**WHAT NEEDS TO BE DONE**
Please return every line in the following data that includes the string "tools".

[EXTRACTED MATERIAL]

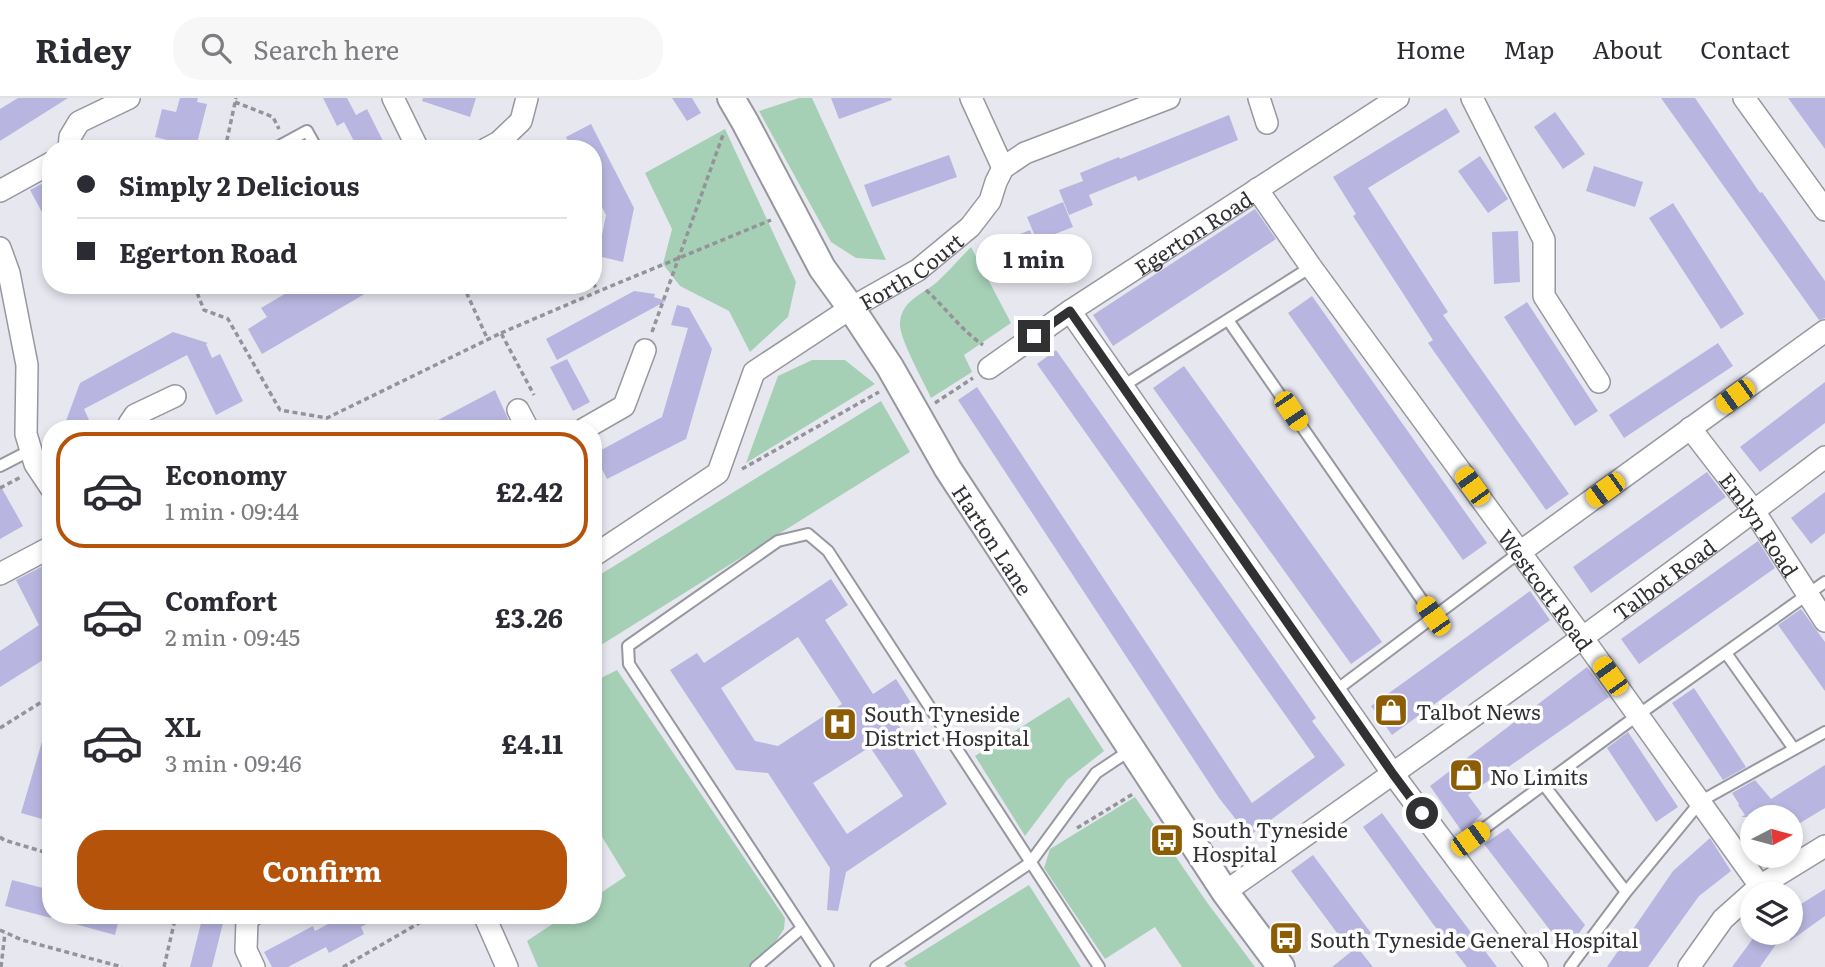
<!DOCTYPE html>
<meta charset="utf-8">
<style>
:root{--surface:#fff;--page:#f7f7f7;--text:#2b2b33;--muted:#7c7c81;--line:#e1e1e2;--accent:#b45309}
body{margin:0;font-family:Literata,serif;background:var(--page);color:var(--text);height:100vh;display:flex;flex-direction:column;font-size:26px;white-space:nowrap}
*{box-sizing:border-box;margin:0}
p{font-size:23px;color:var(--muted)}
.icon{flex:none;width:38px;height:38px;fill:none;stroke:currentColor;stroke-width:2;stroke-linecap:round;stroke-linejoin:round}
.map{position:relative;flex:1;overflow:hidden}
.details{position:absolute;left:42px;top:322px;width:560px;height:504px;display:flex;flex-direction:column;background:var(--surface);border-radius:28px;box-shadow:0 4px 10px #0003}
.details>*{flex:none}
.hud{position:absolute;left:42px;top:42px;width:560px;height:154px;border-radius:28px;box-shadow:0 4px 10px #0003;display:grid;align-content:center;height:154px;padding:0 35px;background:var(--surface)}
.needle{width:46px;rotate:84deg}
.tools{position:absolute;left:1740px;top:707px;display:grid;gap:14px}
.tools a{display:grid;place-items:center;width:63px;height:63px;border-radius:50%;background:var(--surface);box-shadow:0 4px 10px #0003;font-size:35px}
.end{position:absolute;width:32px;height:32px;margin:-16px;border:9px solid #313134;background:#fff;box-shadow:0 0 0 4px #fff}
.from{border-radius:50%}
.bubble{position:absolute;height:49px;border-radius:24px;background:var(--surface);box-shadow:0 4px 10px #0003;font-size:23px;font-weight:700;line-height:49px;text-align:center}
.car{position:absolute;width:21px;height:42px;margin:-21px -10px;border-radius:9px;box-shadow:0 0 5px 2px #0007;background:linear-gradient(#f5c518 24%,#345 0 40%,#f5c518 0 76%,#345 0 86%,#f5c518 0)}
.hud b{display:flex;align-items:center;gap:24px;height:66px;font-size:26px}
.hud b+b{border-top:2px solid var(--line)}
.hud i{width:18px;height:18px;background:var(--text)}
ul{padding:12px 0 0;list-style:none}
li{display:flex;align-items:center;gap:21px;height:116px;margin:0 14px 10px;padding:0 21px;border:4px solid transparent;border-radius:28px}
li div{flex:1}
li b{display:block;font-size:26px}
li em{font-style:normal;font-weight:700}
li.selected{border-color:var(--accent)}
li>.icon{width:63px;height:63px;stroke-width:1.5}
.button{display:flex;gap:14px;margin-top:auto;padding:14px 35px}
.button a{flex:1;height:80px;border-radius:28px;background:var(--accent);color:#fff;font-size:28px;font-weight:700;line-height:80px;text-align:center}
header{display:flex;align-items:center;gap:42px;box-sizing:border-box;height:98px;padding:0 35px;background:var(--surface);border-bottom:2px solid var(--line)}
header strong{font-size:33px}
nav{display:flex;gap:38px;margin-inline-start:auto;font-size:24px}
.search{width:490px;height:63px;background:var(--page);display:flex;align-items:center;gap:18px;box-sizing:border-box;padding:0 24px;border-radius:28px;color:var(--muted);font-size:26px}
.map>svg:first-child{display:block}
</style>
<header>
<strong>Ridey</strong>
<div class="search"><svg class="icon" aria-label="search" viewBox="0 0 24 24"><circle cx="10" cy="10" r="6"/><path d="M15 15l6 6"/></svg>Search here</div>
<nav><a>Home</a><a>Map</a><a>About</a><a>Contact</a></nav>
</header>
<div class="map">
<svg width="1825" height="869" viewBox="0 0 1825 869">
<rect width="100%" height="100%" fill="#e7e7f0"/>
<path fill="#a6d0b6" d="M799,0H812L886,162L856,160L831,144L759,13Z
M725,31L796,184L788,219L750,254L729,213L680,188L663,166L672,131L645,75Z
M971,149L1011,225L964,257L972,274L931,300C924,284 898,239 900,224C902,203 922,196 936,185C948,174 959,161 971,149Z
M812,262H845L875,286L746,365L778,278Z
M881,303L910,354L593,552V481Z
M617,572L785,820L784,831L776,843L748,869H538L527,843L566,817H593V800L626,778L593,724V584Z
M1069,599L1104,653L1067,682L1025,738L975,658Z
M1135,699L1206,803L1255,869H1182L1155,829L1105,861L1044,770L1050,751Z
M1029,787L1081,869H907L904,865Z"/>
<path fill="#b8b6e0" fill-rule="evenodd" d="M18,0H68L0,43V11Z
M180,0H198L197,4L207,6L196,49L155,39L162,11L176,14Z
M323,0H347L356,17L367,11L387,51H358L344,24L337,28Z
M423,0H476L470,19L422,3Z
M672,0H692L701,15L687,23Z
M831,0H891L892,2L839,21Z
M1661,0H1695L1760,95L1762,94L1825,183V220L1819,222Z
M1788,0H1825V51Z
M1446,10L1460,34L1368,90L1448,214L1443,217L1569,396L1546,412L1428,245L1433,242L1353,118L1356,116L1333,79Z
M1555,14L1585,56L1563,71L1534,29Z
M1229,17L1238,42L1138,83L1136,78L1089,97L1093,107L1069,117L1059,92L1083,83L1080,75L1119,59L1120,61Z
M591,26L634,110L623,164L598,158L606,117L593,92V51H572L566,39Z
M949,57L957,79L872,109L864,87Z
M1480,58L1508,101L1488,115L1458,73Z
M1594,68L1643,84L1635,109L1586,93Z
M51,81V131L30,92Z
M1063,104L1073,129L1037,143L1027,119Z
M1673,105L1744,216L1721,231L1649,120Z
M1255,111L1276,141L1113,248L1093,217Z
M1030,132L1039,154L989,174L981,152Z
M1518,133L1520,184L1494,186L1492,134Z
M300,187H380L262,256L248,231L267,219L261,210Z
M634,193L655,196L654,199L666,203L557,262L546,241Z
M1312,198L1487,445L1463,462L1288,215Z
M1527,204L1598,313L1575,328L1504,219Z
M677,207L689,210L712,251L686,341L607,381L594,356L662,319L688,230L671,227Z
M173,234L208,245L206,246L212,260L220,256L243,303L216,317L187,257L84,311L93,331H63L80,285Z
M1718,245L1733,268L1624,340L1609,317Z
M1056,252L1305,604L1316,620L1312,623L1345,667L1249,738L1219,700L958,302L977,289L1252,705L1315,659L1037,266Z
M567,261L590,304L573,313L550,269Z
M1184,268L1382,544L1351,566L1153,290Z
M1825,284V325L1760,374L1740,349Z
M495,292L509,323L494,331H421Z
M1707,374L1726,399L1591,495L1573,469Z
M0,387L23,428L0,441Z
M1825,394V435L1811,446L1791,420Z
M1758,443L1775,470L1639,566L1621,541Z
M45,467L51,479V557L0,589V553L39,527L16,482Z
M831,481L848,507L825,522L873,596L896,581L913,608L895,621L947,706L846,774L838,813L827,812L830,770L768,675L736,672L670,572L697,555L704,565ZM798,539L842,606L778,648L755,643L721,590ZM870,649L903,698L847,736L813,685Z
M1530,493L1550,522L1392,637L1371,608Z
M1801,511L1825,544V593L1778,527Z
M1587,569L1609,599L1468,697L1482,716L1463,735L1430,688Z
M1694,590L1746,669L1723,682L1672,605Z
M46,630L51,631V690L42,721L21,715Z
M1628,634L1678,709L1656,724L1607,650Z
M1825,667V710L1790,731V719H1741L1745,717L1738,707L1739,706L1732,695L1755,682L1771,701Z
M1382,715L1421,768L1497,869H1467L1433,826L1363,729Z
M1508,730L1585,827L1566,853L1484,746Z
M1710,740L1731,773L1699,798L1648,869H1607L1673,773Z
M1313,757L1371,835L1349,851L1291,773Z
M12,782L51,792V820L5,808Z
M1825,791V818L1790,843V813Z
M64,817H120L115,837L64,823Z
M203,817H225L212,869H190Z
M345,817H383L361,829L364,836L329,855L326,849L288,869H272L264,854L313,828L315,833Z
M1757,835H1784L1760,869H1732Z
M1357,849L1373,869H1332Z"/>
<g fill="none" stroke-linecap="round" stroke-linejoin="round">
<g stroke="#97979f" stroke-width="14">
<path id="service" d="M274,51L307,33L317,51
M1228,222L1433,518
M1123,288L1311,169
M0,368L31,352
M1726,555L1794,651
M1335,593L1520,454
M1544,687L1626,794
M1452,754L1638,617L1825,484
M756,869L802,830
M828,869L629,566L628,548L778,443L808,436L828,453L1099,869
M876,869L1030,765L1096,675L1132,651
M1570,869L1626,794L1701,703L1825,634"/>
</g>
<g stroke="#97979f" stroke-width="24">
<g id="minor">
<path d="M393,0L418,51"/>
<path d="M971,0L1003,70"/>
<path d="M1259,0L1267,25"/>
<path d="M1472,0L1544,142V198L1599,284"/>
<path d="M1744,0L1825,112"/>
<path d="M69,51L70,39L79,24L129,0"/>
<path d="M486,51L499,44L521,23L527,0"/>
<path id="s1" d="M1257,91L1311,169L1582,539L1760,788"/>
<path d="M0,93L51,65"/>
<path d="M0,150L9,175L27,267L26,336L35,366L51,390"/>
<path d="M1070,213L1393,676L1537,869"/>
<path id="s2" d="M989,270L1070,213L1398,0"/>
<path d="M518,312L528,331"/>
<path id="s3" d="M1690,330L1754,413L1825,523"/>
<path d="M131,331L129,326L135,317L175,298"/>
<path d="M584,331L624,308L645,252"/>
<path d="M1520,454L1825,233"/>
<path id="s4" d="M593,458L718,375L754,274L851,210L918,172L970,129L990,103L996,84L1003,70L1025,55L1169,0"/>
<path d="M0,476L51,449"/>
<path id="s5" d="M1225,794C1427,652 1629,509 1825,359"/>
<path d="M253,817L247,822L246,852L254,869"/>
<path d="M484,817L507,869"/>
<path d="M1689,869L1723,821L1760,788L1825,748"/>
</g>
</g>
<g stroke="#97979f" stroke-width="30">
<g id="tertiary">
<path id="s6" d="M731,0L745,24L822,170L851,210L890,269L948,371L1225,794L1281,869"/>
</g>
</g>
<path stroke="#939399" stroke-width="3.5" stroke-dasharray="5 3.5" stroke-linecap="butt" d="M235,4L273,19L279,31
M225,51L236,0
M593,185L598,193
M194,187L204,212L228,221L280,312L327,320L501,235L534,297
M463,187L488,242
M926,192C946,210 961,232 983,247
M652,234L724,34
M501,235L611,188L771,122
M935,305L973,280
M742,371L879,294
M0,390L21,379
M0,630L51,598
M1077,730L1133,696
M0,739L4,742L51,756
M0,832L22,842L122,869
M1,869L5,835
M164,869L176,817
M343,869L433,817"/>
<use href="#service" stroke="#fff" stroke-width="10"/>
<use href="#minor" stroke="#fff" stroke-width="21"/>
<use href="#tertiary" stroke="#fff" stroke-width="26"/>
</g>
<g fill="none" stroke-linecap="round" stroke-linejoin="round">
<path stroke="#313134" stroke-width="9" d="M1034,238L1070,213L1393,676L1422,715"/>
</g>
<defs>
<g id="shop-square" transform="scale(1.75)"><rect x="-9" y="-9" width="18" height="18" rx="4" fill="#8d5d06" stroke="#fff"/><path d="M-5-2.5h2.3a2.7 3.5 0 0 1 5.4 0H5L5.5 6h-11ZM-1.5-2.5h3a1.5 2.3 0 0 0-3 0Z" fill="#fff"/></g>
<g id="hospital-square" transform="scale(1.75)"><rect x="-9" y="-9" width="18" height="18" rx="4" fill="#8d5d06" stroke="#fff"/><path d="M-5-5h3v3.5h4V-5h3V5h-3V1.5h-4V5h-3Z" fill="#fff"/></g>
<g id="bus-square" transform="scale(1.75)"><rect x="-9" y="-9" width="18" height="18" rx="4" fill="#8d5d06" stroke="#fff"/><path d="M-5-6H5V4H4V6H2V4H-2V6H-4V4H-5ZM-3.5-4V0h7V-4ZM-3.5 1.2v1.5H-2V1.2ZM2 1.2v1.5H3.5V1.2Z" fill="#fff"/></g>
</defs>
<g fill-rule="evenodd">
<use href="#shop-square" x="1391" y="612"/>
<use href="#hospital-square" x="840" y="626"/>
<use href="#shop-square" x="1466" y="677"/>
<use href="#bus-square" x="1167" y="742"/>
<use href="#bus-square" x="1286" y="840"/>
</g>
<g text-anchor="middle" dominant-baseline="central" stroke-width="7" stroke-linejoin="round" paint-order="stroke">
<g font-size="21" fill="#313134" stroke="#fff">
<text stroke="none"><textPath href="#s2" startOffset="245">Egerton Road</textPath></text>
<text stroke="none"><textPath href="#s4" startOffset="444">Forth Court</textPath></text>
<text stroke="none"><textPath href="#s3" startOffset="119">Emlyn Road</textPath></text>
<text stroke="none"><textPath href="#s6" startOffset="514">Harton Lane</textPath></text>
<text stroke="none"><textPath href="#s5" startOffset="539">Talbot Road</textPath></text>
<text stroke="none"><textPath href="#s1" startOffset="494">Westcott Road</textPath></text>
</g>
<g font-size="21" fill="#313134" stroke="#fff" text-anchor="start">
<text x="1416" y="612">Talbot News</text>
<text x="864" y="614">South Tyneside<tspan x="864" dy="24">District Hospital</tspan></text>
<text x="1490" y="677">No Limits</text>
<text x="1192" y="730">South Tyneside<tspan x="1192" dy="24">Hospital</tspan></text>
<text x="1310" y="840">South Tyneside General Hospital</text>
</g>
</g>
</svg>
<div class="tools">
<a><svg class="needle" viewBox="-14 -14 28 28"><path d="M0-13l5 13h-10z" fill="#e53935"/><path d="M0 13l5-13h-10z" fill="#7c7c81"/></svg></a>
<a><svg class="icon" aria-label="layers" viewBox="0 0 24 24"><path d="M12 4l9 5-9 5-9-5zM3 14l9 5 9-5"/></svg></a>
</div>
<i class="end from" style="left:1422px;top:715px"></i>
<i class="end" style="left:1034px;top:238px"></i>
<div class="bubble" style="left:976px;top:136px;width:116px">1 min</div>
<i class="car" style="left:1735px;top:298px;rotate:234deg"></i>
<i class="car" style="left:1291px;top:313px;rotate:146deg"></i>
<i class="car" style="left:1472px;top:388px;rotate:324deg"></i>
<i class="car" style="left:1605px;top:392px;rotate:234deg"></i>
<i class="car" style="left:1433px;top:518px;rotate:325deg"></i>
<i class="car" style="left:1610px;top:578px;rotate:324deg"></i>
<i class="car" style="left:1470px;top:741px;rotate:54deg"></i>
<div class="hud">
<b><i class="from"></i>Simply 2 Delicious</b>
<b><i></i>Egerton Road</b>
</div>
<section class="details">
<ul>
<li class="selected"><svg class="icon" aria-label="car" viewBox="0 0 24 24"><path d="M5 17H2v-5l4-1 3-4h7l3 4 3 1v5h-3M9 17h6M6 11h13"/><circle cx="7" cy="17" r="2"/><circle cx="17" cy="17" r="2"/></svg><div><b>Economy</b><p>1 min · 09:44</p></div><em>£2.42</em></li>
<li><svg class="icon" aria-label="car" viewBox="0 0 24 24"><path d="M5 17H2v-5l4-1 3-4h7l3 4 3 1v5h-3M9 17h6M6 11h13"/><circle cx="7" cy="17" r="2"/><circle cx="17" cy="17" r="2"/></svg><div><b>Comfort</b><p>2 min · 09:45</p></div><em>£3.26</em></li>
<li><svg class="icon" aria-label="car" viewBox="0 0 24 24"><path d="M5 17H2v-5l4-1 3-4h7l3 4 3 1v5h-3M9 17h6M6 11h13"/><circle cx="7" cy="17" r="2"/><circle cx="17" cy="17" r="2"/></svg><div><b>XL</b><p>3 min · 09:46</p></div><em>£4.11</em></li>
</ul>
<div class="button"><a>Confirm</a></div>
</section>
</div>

[/EXTRACTED MATERIAL]

**RESPONSE FOR THIS EXERCISE**
.tools{position:absolute;left:1740px;top:707px;display:grid;gap:14px}
.tools a{display:grid;place-items:center;width:63px;height:63px;border-radius:50%;background:var(--surface);box-shadow:0 4px 10px #0003;font-size:35px}
<div class="tools">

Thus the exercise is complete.